Nightly Build Failure 2024-02-05 #3356

Closed zaneselvans closed 5 months ago

zaneselvans commented 5 months ago

Overview

Another spurious BadZipFile error, but this time on FERC-714, not PHMSA.

Next steps

What next steps do we need to do to understand or remediate the issue?

Verify that everything is fixed!

Once you've applied any necessary fixes, make sure that the nightly build outputs are all in their right places.

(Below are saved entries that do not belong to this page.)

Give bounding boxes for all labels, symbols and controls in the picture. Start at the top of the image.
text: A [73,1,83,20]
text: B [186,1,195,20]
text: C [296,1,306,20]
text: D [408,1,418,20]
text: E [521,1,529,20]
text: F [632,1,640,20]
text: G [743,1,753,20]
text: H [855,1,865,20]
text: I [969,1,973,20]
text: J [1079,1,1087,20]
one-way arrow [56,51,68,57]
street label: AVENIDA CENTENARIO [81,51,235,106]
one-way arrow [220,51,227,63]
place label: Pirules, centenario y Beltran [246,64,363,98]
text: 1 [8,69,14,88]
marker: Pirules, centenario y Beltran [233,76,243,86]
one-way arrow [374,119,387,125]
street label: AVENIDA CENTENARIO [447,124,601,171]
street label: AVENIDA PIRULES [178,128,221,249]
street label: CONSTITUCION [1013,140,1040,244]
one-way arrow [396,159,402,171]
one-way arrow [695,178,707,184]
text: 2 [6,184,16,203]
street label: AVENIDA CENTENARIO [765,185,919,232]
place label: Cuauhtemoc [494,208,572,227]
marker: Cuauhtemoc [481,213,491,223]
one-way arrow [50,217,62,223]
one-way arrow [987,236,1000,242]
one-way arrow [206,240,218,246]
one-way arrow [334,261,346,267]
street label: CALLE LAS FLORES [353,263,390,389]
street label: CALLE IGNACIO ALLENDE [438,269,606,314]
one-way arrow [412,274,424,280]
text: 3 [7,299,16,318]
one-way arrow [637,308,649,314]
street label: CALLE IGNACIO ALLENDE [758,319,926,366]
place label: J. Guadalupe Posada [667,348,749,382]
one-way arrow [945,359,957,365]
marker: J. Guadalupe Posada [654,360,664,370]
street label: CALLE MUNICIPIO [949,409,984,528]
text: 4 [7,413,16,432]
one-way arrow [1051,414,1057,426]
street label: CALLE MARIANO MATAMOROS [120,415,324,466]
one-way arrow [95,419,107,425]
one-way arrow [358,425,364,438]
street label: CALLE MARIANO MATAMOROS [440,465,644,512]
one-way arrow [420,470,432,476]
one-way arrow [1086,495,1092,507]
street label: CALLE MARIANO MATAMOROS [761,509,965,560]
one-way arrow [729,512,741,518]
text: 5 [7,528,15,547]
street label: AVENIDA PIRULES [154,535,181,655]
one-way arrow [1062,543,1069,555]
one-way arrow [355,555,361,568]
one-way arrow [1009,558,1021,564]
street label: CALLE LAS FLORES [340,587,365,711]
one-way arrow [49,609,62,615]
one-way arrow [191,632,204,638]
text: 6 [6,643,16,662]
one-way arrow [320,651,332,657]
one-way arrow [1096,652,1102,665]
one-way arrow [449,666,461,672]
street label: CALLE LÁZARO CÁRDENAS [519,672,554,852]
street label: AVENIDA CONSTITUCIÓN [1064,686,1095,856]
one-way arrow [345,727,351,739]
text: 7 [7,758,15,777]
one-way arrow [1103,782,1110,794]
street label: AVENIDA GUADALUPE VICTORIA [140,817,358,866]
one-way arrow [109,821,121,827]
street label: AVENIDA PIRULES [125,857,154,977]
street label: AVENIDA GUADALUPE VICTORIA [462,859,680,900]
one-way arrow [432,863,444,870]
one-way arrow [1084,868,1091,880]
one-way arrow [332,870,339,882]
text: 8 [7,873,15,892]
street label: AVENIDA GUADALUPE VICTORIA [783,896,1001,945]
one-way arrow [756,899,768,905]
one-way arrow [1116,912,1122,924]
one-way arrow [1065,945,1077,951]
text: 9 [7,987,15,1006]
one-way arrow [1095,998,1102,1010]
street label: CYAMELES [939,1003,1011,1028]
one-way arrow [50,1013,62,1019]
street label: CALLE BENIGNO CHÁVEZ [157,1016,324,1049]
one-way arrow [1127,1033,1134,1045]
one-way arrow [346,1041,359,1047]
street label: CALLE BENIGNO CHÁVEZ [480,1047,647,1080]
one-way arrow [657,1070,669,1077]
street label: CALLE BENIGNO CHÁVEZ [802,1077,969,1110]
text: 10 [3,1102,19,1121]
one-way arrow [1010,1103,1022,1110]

- [ ] [S3 distribution bucket](https://s3.console.aws.amazon.com/s3/buckets/pudl.catalyst.coop?region=us-west-2&bucketType=general&prefix=nightly/&showversions=false) was updated at the expected time
- [ ] [GCP distribution bucket](https://console.cloud.google.com/storage/browser/pudl.catalyst.coop/nightly;tab=objects?project=catalyst-cooperative-pudl) was updated at the expected time
- [ ] [GCP internal bucket](https://console.cloud.google.com/storage/browser/builds.catalyst.coop) was updated at the expected time
- [ ] [Datasette PUDL version](https://data.catalyst.coop/pudl/core_pudl__codes_datasources) points at the same hash as [nightly](https://github.com/catalyst-cooperative/pudl/tree/nightly)
- [ ] [Zenodo sandbox record](https://sandbox.zenodo.org/doi/10.5072/zenodo.5563) was updated to the record number in the logs (search for `zenodo_data_release.py` and `Draft` in the logs, to see what the new record number should be!)

Relevant logs

link to build logs from internal distribution bucket

(@jdangerx what do you mean here by "link to build logs"?)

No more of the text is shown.